From: https://jmetzen.github.io/2015-01-29/ml_advice.html
This post is based on a tutorial given in a machine learning course at University of Bremen. It summarizes some recommendations on how to get started with machine learning on a new problem. This includes
The post is based on "Advice for applying Machine Learning" from Andrew Ng. The purpose of this notebook is to illustrate the ideas in an interactive way. Some of the recommendations are debatable. Take them as suggestions, not as strict rules.
In [44]:
import time
import numpy as np
np.random.seed(0)
In [45]:
import matplotlib.pyplot as plt
import seaborn as sns
%matplotlib inline
In [46]:
# <!-- collapse=True -->
# Modified from http://scikit-learn.org/stable/auto_examples/plot_learning_curve.html
from sklearn.learning_curve import learning_curve
def plot_learning_curve(estimator, title, X, y, ylim=None, cv=None,
train_sizes=np.linspace(.1, 1.0, 5)):
"""
Generate a simple plot of the test and traning learning curve.
Parameters
----------
estimator : object type that implements the "fit" and "predict" methods
An object of that type which is cloned for each validation.
title : string
Title for the chart.
X : array-like, shape (n_samples, n_features)

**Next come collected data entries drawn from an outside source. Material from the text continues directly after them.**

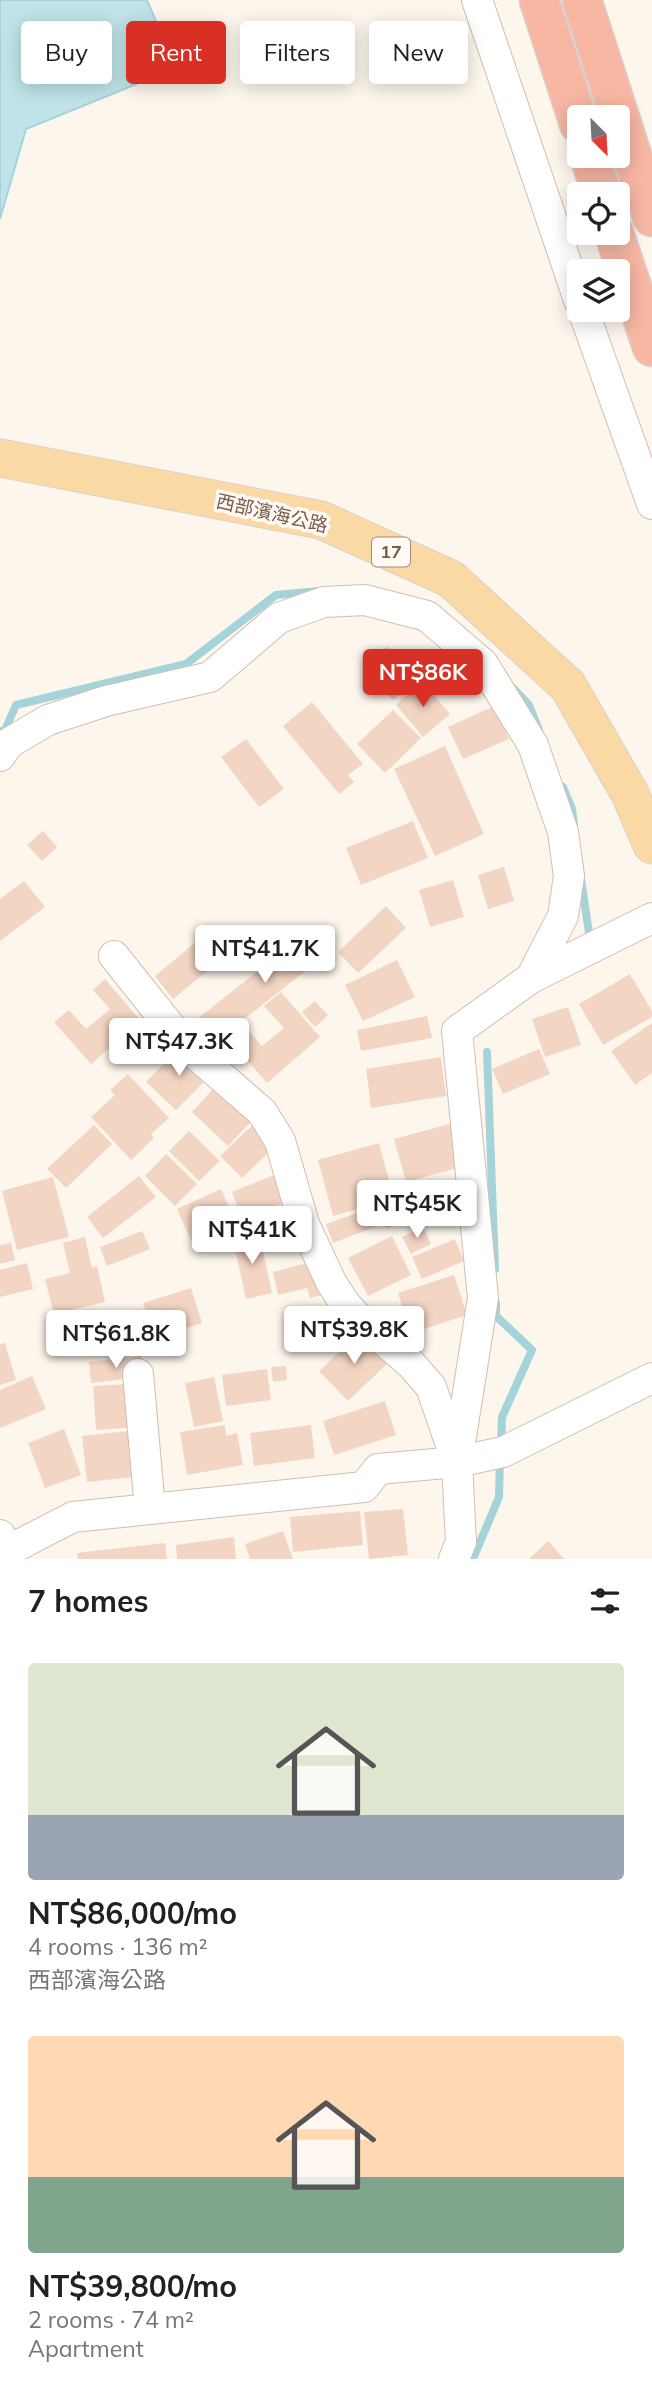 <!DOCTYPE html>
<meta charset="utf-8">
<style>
:root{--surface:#fff;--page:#f6f6f6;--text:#202124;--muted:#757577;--accent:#d93025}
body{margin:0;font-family:Mulish,"Noto Sans TC",sans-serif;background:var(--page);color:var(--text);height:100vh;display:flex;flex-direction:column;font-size:26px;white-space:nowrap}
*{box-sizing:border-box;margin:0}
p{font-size:23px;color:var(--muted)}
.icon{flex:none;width:38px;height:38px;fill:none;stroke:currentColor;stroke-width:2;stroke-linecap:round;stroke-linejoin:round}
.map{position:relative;height:1559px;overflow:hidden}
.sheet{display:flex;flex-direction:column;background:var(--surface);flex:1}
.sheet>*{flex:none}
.top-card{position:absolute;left:21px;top:21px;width:611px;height:63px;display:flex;gap:14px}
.needle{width:46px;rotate:156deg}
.tools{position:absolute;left:567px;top:105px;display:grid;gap:14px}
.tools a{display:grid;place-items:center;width:63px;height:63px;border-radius:7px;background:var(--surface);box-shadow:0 4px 18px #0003;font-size:35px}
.price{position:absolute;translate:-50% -60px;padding:0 16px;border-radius:7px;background:#fff;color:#222;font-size:23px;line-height:46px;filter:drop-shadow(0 2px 4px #0008)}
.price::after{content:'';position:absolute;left:50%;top:42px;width:21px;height:16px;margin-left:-10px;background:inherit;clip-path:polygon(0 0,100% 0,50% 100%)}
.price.on{background:var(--accent);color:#fff}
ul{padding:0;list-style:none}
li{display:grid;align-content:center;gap:14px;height:371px;padding:0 28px}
li span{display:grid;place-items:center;height:217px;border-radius:7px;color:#555}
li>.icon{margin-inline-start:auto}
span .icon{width:126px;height:126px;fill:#fffc;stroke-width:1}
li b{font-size:30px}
h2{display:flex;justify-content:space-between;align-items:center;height:84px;padding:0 28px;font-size:30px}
.pill{padding:0 24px;border-radius:7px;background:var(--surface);box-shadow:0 4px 18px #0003;font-size:24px;line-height:63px}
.pill.on{background:var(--accent);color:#fff}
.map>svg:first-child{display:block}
.water{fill:#bfe3e8;stroke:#a5d3da;stroke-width:2}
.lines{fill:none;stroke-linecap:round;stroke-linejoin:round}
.stream{stroke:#a5d3da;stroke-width:8}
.building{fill:#f3d5c3}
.minor-casing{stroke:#d1beb0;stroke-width:32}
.major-casing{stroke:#dad1cd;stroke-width:39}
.highway-casing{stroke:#dad1cd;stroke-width:41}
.minor{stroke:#fff;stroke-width:30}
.major{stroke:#fbd9a5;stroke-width:37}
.highway{stroke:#f7b7a3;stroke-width:38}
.labels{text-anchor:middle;stroke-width:7;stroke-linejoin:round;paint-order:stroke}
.shield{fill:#fffaf3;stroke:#a28b7f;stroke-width:2}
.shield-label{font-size:18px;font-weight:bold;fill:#7a5c4d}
.street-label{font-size:19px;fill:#7a5c4d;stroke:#fffaf3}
</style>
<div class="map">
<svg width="652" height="1559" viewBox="0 0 652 1559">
<rect width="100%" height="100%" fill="#fdf6ec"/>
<!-- water -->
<path class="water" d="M0,0H147L176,68L26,129L0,219Z"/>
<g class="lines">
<!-- stream -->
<path class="stream" d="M513,688L529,705L539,730
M0,731L4,732L16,705L186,664L276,595L319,591
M563,787L572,809L574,825
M581,879L589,933
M487,1052L495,1269
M496,1303V1316L532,1350L502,1417L501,1446
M473,1559L499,1497L500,1459"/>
</g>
<!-- building -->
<path class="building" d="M387,646L417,677L393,700L363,669Z
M422,681L450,714L423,737L396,705Z
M312,702L363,764L348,775L354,782L339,794L283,726Z
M494,706L509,739L463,759L448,727Z
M393,710L421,738L385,773L357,744Z
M246,739L284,789L259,807L221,757Z
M445,746L484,834L435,856L394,769Z
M413,821L428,858L361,885L346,848Z
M43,831L57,847L42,861L27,845Z
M504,867L514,901L488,909L478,875Z
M453,880L464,917L430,927L419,890Z
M24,881L45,907L0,941V899Z
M386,906L406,928L358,973L338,952Z
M215,926L234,949L173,999L155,976Z
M315,926L333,949L214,1043L196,1020Z
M397,960L415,997L363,1021L345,985Z
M630,974L652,1011V1017L603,1045L579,1004Z
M105,979L141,1021L91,1064L54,1022L69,1010L86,1029L110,1009L93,990Z
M281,992L320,1037L267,1083L226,1036L242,1023L262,1046L284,1028L264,1006Z
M315,1001L328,1015L315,1027L302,1012Z
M568,1007L581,1045L545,1057L532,1019Z
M427,1016L432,1038L361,1051L357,1030Z
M652,1023V1073L635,1085L611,1051Z
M182,1045L212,1074L176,1110L146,1082Z
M539,1049L550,1074L503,1094L492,1069Z
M441,1057L446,1096L371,1108L366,1069Z
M229,1072L265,1107L228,1146L192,1112Z
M128,1074L169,1118L151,1134L154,1138L131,1160L91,1117L115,1095L110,1090Z
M264,1114L286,1136L242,1178L220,1156Z
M453,1123L464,1166L406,1182L394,1139Z
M94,1125L112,1144L66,1188L47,1169Z
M189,1131L220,1161L199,1181L169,1151Z
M379,1143L394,1199L333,1216L318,1160Z
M166,1154L197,1184L175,1206L145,1176Z
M284,1171L295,1198L243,1220L232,1192Z
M139,1176L156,1197L103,1238L87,1217Z
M53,1177L69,1237L17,1250L2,1191Z
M221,1189L238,1227L194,1247L177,1209Z
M420,1192L428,1211L386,1229L378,1210Z
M374,1207L380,1225L333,1243L326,1224Z
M423,1227L431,1244L411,1254L402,1237Z
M142,1231L150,1249L107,1266L100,1247Z
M259,1233L272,1293L246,1299L233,1239Z
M392,1236L411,1275L368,1296L348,1258Z
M85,1237L92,1268L97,1266L105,1302L54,1314L45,1279L70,1273L63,1243Z
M455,1239L464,1261L422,1279L412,1257Z
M11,1243L15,1260L0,1264V1245Z
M314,1261L322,1295L310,1298L307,1288L278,1295L273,1272Z
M27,1263L33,1289L0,1297V1270Z
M454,1275L467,1315L411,1333L398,1293Z
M191,1288L202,1323L154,1338L143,1303Z
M130,1311L140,1340L90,1357L80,1327Z
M360,1332L389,1362L348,1401L319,1371Z
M5,1343L16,1380L0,1385V1344Z
M141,1356L144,1377L91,1383L89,1362Z
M286,1366L287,1380L273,1382L271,1367Z
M267,1369L271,1400L226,1406L222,1375Z
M32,1376L46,1409L0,1428V1390Z
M214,1377L223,1421L194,1427L185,1383Z
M129,1384L140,1427L96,1430L93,1386Z
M385,1401L396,1435L334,1455L323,1421Z
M225,1425L226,1436L237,1433L243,1465L187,1475L180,1432Z
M311,1425L315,1458L254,1466L250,1433Z
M64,1429L81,1475L45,1488L28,1443Z
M146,1429L151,1475L87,1482L82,1436Z
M403,1509L408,1555L369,1559L364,1512Z
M360,1511L363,1545L293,1552L290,1517Z
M283,1531L293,1559H250L245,1544Z
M234,1537L236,1559H177L176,1545Z
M548,1541L564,1559H529Z
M165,1543L167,1559H78L77,1553Z"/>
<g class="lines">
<defs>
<path id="minor" d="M477,0L579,300
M583,310L652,504
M0,756L9,743L48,720L106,701L210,677L279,618L324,602L365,600L427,616L483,664L533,745L563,832L569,876L563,916L531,978
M114,956L185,1045L262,1112L280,1141L304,1224L331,1282L345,1304L358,1318L411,1364L431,1387L457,1462L461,1542L454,1559
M138,1374L150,1509
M457,1462L503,1452L652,1378
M0,1535L5,1552L73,1517L364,1487L378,1469L457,1462L483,1298L457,1031L531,978L652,918"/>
<path id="major" d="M0,458L321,520L451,579L568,686L630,794L652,845"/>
<path id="highway" d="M539,0L579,124
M582,0L652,217
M589,156L602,194
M614,233L652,347"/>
</defs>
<!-- minor casing -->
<use href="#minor" class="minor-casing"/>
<!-- major casing -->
<use href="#major" class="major-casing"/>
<!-- highway casing -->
<use href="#highway" class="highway-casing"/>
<!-- minor -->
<use href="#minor" class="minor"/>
<!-- major -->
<use href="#major" class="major"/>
<!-- highway -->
<use href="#highway" class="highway"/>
</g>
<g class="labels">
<!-- shield labels -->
<rect class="shield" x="372" y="537.5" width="38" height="29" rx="5"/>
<g class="shield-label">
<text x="391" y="558">17</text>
</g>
<!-- street labels -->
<g class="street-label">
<text transform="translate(272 513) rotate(13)" y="7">西部濱海公路</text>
</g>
</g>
</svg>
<div class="tools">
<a><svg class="needle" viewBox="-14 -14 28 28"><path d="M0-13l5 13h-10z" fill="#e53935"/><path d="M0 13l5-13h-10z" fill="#757577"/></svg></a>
<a><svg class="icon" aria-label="locate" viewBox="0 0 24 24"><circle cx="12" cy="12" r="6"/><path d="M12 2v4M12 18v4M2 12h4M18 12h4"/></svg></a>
<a><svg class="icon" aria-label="layers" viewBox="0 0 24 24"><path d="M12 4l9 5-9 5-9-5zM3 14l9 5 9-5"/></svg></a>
</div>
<b class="price on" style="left:423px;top:709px">NT$86K</b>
<b class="price" style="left:265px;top:985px">NT$41.7K</b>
<b class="price" style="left:179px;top:1078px">NT$47.3K</b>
<b class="price" style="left:417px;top:1240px">NT$45K</b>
<b class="price" style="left:252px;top:1266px">NT$41K</b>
<b class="price" style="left:354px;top:1366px">NT$39.8K</b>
<b class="price" style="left:116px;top:1370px">NT$61.8K</b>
<div class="top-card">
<a class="pill">Buy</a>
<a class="pill on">Rent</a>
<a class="pill">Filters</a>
<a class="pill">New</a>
</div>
</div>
<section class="sheet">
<h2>7 homes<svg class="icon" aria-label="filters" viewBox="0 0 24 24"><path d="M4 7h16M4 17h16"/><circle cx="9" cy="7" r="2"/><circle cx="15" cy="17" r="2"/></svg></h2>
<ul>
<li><span style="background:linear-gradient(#dfe7d0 70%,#9aa5b1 0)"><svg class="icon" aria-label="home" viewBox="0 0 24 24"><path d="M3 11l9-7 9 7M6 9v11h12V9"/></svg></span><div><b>NT$86,000/mo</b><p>4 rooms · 136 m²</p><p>西部濱海公路</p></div></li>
<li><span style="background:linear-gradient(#ffd9b3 65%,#7fa58c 0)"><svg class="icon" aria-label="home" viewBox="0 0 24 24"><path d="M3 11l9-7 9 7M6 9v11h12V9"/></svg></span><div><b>NT$39,800/mo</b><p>2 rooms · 74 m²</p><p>Apartment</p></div></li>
</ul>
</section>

Training vector, where n_samples is the number of samples and
n_features is the number of features.
y : array-like, shape (n_samples) or (n_samples, n_features), optional
Target relative to X for classification or regression;
None for unsupervised learning.
ylim : tuple, shape (ymin, ymax), optional
Defines minimum and maximum yvalues plotted.
cv : integer, cross-validation generator, optional
If an integer is passed, it is the number of folds (defaults to 3).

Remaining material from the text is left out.